A notable seat going to the poll in the second phase is Sabang, where TMC has fielded its Rajya Sabha MP Manas Bhunia. He is up against TMC turncoat and BJP leader Amulya Maity.
Mr Bhunia, a former state Congress president, had won the seat from 1982 till 2016 as Congress nominee before switching over to the TMC in September 2016.
TMC has fielded actor Sayantika Banerjee, a popular face in the Bengali silver screen, from Bankura seat against BJP's Niladri Sekhar Dana. The Sanjukta Morcha has fielded Congress candidate Radharani Banerjee.
In Debra seat, two former IPS officers will cross swords. One is BJP candidate Bharati Ghosh and the other is Humayun Kabir of the TMC. Both had resigned from their senior police posts to join active politics.
Ms Banerjee, who has been injured in her leg during campaigning earlier this month, crisscrossed the majority of the constituencies where poll will be held on Thursday in her wheelchair.

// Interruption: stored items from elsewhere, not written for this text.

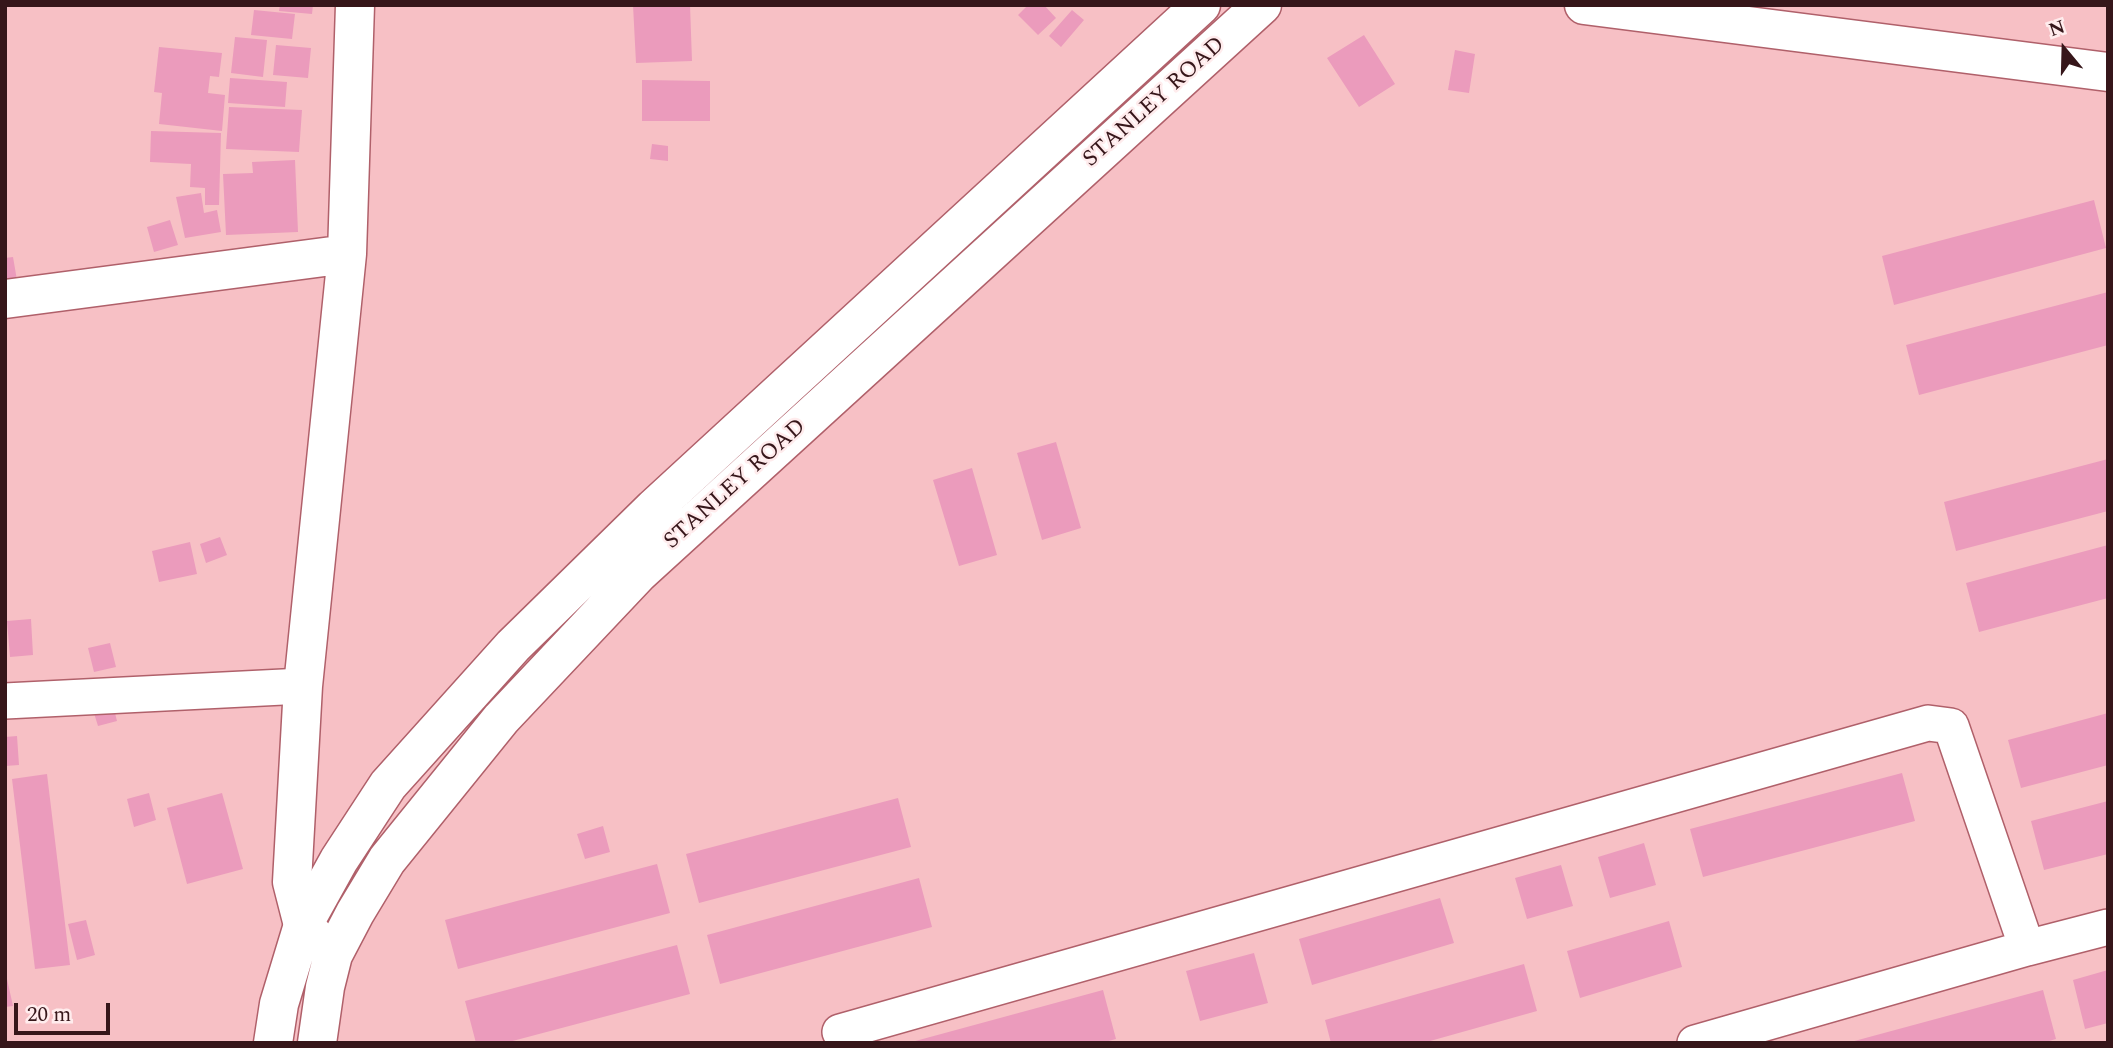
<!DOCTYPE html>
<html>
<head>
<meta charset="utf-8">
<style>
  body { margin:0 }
  #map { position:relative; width:2113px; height:1048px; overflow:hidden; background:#f7c0c5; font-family:Spectral,serif }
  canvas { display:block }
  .frame { position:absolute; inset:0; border:7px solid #36161a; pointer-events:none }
  .north { position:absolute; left:2029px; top:14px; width:70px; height:70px; -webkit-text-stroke:5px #ffeced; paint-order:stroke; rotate:341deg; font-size:19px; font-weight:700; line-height:28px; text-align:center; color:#36161a }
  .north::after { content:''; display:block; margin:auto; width:24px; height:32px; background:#36161a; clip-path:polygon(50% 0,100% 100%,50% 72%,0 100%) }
  .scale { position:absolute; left:14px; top:1003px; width:96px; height:32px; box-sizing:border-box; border:4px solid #36161a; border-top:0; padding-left:9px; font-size:21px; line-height:24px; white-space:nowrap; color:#36161a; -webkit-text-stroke:5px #ffeced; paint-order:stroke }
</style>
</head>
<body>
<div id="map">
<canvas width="2113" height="1048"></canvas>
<div class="frame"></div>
<div class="north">N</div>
<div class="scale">20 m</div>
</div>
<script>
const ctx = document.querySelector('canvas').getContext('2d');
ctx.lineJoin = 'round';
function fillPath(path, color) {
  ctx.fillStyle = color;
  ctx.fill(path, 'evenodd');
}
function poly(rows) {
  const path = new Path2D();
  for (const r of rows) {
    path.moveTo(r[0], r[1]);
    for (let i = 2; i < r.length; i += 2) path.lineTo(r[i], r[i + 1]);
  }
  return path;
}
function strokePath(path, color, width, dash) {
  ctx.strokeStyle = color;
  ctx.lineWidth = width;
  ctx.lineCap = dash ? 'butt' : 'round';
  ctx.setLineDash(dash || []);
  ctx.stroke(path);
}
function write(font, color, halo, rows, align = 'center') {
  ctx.font = font + ' Spectral,serif';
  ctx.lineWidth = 5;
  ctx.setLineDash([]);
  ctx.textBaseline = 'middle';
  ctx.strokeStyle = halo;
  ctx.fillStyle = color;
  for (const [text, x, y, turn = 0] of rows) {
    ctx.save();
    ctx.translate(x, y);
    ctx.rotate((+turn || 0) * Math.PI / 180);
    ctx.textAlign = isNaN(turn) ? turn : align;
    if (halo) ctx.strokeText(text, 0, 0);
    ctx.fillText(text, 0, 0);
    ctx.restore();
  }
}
const building = poly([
  [280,5,313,5,312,14,279,11],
  [633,5,690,5,692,61,636,63],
  [1028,5,1044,5,1056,18,1038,35,1018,15],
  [254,10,295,14,292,39,251,35],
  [1072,10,1084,20,1061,47,1049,36],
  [1364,35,1395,84,1359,107,1327,58],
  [235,37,267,40,263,77,231,73],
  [276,45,311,48,308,78,273,75],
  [159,47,222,53,219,77,210,76,208,93,225,95,222,131,159,124,162,93,154,92],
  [1455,50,1475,54,1469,93,1448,90],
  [230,78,287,82,285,107,228,103],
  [642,80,710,81,710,121,642,121],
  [229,107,302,110,299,152,226,149],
  [151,131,221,133,219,205,205,205,205,188,190,187,191,164,150,162],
  [652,144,668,146,668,161,650,159],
  [295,160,298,232,226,235,223,174,253,173,252,162],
  [201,193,204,213,217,210,221,232,185,238,176,197],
  [2094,200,2106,248,1894,305,1882,256],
  [170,220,178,245,154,252,147,227],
  [13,257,18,286,5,288,5,258],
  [2108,292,2108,345,1919,395,1906,345],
  [1056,442,1081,528,1042,540,1017,453],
  [2108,459,2108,511,1956,551,1944,502],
  [972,468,997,555,959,566,933,480],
  [220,537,227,555,206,563,200,544],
  [190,542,197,574,159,582,152,551],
  [2108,545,2108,598,1979,632,1966,583],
  [31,619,33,655,10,657,7,621],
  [110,643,116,667,94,672,88,648],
  [113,705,117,721,98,726,93,710],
  [2108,713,2108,765,2021,788,2008,740],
  [17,736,19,765,5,766,5,737],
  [1902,773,1915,821,1703,877,1690,829],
  [47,774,70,965,35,969,12,779],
  [149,793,156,820,134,827,127,799],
  [222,793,243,869,187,884,167,808],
  [898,798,911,847,699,903,686,854],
  [2108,801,2108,854,2044,870,2031,821],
  [603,826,610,852,585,859,577,834],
  [1644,843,1656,885,1610,898,1598,857],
  [657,864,670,913,458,969,445,920],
  [1561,865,1573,906,1527,919,1515,878],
  [919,878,932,927,720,984,707,935],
  [1440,898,1454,943,1312,985,1299,939],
  [86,920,95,955,77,960,68,924],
  [1669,921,1682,967,1580,998,1567,951],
  [677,945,690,994,505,1043,476,1043,465,1001],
  [1254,953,1268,1003,1200,1021,1186,971],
  [1524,964,1537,1011,1423,1043,1331,1043,1325,1020],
  [5,970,13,1006,5,1007],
  [2108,970,2108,1023,2085,1029,2073,980],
  [1103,990,1116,1039,1101,1043,908,1043],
  [2043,990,2056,1039,2042,1043,1847,1043]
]);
const street = poly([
  [5,701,303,686],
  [840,1032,1928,723,1951,726,2027,948],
  [1695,1043,2027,948,2108,927]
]);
const secondary = poly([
  [1584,5,2108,72],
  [5,299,347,254],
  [322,944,303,925,292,882,303,686,347,254,355,5]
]);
const primary = poly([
  [273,1043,279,1004,303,925,339,860,388,785,513,646,654,508,1201,5],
  [317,1043,325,987,333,955,355,913,387,860,501,719,639,573,1262,5]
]);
const streetNames = [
  ["STANLEY ROAD",1155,103,-42],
  ["STANLEY ROAD",736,485,-42]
];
fillPath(building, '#eb9bbc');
strokePath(street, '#b0606a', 38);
strokePath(secondary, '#b0606a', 41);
strokePath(primary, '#b0606a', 41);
strokePath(street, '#fff', 35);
strokePath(secondary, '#fff', 38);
strokePath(primary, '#fff', 38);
write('23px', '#36161a', '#ffeced', streetNames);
</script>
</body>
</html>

TMC MP Abhishek Banerjee toured the rest asserting that TMC will not let Bengal to be ruled from Delhi or Gujarat in an apparent reference to the battery of central BJP leaders and ministers camping in the state.
Prime Minister Narendra Modi, Home Minister Amit Shah and BJP national president JP Nadda had led BJP''s campaign from the front addressing rallies at Kanthi, Bankura and Nandigram and urging the electorate to vote for BJP to usher in "ashol poriborton" (actual change) to build "Sonar Bangla" (prosperous Bengal).